While all of this is fodder for future research, Handy hopes that the immediate impact of their paper is that it helps people with misokinesia to feel validated if they’re struggling and gives them a word to describe their reactions and tools to ask for accommodations or develop coping strategies. While there’s currently no evidence for what treatment might work best for misokinesia, avoidance doesn’t work in the long term, Schröder said. Treatments that help misophonia, like cognitive behavioral therapy, could also be useful for misokinesia, but it will have to be tested in the future.

Schröder said that when he first started misophonia research in 2009, people with misophonia were relieved to finally have someone to listen to them and take their symptoms seriously. The same could be true for misokinesia. 

It’s tempting to hear about misophonia and misokinesia and think, “Isn’t everyone annoyed by fidgeting and loud chewing?” And while there is certainly a spectrum of how bothered people can be, on the extreme end of the spectrum, people can experience huge disruptions in their lives. The people Schröder works with can’t often eat with family members, or can’t work in offices with their colleagues. 

“Being annoyed by other people’s behavior is a common thing,” Schröder said. “We can all experience that. However, in misophonia (and possibly misokinesia too) it’s more than that.” 

On Allergic to Sound, a website that shares misophonia personal stories, one person wrote how misokinesia could interrupt something as basic as going to a movie with a friend—when said friend took a ring off his finger and began to play with it. 

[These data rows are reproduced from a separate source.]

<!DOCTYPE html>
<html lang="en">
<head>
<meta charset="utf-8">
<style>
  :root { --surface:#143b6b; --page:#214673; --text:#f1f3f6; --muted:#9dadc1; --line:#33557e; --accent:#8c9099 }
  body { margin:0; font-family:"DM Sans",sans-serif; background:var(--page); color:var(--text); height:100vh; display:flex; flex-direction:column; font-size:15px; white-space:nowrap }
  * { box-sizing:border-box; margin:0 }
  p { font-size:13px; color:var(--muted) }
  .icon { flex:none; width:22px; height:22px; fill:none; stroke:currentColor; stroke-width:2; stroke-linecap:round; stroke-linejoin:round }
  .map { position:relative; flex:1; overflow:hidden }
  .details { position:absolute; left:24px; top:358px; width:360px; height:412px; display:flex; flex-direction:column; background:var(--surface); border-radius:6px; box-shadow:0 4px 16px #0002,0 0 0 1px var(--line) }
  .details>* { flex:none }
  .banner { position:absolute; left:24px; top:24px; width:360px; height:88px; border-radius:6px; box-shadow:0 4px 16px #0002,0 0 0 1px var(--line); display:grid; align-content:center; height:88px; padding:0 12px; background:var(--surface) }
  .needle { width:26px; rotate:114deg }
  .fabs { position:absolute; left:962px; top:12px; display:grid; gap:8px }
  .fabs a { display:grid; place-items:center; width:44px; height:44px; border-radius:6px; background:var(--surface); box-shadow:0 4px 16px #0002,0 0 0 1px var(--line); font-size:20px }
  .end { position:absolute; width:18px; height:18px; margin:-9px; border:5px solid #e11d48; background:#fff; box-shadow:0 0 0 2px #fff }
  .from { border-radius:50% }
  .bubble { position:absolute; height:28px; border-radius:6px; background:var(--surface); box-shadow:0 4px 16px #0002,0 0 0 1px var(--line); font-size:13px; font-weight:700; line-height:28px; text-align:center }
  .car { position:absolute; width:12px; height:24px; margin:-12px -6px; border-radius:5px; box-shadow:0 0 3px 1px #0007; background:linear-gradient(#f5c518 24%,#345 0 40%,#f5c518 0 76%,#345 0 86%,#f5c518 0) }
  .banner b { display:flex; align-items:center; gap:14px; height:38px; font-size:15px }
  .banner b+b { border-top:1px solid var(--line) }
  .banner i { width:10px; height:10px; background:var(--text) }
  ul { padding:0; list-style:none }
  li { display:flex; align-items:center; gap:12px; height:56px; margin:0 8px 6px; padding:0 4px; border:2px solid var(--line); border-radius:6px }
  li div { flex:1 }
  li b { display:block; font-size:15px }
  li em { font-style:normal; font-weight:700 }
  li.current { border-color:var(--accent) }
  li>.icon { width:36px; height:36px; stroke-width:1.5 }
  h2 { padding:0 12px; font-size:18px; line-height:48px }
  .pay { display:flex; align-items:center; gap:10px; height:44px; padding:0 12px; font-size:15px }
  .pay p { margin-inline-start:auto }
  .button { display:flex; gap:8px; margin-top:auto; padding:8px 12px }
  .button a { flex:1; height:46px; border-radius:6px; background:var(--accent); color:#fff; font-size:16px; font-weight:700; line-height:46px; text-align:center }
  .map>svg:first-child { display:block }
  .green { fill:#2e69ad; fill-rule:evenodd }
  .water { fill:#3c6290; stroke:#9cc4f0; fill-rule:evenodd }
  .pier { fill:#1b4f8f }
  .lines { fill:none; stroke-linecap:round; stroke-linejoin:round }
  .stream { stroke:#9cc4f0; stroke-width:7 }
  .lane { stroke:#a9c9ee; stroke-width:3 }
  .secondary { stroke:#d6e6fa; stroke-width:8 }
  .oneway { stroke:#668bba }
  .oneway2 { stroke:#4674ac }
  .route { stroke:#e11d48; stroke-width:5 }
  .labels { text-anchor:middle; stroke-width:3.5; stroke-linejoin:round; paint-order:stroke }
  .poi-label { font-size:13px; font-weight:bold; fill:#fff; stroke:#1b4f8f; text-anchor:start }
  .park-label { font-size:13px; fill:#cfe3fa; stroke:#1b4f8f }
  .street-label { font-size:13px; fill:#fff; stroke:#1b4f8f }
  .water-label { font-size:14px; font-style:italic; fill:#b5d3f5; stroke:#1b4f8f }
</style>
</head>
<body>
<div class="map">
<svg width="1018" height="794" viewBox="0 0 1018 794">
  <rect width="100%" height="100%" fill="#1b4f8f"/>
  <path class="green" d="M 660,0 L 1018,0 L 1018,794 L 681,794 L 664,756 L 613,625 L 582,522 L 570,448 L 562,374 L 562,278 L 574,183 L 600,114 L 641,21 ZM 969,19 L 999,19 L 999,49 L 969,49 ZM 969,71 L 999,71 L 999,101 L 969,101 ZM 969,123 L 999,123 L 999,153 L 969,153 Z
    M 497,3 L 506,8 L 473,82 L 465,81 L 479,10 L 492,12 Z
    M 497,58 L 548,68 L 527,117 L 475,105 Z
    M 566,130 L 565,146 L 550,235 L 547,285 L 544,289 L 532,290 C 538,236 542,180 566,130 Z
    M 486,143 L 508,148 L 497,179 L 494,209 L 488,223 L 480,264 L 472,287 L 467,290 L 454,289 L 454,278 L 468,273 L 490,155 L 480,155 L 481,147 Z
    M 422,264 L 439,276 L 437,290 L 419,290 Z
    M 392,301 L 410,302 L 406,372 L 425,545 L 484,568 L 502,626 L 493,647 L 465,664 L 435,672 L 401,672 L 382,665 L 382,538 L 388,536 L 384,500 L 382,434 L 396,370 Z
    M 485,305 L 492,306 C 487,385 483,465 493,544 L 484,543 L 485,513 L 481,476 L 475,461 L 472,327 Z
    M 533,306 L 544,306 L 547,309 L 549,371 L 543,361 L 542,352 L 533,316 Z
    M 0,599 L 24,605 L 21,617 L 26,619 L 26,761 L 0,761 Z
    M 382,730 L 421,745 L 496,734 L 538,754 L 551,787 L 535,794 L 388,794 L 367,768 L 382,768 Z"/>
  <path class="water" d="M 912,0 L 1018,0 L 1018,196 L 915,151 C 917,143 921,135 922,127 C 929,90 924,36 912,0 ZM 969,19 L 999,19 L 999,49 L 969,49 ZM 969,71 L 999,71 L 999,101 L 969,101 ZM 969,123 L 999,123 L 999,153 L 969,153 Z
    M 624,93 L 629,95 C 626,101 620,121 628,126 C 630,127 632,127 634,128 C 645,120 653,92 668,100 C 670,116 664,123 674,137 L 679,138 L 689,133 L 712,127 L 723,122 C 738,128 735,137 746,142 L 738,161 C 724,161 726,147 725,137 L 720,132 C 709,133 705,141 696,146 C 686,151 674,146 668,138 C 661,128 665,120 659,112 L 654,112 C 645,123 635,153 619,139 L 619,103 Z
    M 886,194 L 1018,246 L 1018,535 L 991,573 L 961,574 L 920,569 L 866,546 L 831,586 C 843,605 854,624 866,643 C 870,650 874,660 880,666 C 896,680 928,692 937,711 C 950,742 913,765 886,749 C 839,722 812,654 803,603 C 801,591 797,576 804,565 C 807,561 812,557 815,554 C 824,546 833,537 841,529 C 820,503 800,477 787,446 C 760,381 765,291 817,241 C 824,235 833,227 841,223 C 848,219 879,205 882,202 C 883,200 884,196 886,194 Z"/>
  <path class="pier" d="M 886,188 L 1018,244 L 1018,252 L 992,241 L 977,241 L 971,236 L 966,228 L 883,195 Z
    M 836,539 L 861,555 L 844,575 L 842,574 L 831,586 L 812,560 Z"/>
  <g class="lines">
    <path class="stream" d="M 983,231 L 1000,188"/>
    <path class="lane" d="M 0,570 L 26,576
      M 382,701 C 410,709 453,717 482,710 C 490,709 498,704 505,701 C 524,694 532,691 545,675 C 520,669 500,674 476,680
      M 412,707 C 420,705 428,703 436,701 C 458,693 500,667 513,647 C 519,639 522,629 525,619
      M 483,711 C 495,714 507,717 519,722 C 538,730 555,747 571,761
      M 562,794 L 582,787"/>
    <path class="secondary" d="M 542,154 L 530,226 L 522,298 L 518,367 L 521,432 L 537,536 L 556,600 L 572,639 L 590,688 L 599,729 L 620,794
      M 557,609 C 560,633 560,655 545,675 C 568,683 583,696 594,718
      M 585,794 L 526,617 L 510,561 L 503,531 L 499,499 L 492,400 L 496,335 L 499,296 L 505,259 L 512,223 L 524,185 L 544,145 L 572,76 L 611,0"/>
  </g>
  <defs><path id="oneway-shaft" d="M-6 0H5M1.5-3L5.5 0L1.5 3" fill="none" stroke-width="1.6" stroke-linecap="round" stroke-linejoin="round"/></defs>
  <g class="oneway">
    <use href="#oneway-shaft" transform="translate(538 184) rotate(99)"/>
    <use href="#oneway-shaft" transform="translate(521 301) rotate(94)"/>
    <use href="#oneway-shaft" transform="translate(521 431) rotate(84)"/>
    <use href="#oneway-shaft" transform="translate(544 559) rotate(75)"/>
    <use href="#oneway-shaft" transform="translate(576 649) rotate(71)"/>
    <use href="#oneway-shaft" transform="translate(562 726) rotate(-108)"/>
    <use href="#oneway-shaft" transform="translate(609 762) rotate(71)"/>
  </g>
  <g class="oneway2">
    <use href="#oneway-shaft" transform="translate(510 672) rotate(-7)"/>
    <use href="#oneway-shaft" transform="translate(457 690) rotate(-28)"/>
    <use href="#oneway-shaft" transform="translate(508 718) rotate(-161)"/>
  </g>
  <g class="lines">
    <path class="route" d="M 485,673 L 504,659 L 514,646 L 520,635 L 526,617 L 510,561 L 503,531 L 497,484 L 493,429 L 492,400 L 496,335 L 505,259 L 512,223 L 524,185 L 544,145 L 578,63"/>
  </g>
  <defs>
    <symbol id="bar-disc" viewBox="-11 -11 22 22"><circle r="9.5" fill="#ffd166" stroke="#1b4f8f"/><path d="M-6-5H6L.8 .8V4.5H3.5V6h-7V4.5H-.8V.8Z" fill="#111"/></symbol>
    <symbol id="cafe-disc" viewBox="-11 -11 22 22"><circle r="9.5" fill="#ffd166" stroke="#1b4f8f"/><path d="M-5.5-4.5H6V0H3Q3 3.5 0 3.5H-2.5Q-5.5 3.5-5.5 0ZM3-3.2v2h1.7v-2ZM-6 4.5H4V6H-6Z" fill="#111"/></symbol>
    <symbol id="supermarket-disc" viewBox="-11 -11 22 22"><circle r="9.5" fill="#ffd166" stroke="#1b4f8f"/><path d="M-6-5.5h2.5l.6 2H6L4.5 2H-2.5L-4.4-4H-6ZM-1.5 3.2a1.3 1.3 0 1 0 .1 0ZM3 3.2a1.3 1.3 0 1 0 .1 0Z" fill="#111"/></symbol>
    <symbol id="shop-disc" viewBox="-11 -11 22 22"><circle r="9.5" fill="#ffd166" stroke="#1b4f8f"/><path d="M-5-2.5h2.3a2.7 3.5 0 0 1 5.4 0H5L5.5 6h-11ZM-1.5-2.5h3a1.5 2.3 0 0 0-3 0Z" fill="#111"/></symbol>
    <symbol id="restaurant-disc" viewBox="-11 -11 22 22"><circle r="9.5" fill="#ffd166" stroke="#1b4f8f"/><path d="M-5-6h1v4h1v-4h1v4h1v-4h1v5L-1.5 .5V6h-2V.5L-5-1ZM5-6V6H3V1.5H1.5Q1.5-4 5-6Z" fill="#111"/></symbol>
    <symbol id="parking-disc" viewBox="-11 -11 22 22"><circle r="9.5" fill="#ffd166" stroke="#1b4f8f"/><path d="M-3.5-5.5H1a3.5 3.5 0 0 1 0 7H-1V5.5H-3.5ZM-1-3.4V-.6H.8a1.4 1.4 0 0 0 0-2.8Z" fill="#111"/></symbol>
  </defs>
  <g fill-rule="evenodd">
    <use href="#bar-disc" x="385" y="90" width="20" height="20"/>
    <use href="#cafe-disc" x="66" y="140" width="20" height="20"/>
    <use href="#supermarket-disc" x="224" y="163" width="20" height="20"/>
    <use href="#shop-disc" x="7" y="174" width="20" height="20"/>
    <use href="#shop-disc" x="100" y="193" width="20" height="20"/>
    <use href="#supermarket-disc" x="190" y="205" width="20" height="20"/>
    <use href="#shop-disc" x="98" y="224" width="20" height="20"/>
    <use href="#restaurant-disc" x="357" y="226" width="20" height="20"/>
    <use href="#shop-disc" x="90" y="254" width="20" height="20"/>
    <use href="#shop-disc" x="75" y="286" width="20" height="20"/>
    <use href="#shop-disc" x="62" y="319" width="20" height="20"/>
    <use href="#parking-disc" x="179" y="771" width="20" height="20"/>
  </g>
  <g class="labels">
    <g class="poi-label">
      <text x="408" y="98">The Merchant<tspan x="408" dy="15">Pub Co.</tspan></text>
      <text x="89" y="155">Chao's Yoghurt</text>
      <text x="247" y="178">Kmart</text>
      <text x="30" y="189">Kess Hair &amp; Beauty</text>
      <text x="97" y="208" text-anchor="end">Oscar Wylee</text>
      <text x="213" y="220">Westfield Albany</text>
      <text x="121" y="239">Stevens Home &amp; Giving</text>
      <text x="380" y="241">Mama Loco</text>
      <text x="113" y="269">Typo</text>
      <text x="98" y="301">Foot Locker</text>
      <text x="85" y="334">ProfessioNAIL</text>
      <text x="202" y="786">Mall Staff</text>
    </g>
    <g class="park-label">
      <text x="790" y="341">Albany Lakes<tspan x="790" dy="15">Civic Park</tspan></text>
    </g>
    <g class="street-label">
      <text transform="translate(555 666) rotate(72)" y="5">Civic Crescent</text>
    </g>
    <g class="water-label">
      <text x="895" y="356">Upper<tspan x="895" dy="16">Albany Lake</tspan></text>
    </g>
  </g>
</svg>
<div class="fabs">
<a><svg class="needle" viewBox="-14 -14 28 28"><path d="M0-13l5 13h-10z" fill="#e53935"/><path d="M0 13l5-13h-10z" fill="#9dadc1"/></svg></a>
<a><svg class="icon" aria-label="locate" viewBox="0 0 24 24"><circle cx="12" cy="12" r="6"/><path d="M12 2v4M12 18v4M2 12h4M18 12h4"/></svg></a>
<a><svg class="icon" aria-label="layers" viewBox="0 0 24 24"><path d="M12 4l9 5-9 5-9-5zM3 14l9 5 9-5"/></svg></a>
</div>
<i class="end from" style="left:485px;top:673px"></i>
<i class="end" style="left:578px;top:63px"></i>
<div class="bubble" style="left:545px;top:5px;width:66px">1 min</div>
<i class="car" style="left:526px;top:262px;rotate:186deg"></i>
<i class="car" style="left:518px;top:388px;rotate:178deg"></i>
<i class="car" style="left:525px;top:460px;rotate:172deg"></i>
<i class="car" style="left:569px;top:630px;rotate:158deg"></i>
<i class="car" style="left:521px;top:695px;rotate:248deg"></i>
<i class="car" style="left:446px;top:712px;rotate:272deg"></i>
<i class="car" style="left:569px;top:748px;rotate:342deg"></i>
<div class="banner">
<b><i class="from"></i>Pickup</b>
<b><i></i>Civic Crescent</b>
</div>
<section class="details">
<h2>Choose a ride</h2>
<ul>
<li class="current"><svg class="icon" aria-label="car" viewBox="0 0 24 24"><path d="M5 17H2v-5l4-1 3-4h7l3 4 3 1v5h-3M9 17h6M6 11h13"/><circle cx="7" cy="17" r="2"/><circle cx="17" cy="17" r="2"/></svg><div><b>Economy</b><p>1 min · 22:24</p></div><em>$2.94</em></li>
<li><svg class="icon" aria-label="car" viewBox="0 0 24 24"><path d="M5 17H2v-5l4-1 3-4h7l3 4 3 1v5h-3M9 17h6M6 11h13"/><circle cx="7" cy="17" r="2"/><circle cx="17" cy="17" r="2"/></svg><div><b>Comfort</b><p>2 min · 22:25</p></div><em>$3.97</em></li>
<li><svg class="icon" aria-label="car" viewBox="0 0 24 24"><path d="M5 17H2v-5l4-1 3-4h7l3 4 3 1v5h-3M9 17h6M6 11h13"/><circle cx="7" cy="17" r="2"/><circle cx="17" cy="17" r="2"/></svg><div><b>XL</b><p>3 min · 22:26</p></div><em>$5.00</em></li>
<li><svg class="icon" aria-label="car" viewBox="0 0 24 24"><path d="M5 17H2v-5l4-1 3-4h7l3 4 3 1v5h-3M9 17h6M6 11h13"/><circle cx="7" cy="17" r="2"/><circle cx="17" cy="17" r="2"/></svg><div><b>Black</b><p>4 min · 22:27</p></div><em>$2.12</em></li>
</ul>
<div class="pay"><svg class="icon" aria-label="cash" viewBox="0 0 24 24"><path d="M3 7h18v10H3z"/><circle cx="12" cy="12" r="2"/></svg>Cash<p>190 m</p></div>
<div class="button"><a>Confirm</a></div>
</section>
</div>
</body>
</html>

“He then raised it to his mouth and spent the rest of the film popping it in and out of his mouth. He did this silently and didn’t make any dramatic or disruptive movements, but to me it felt like my whole world was on red alert. All I could focus on was that irritating movement out of the corner of my eye. It was so bad that I can’t remember a single thing that happened in the film – I don’t even remember what the film was called. What I do remember, in painstaking detail, is every single minute little movement he made with his hands.”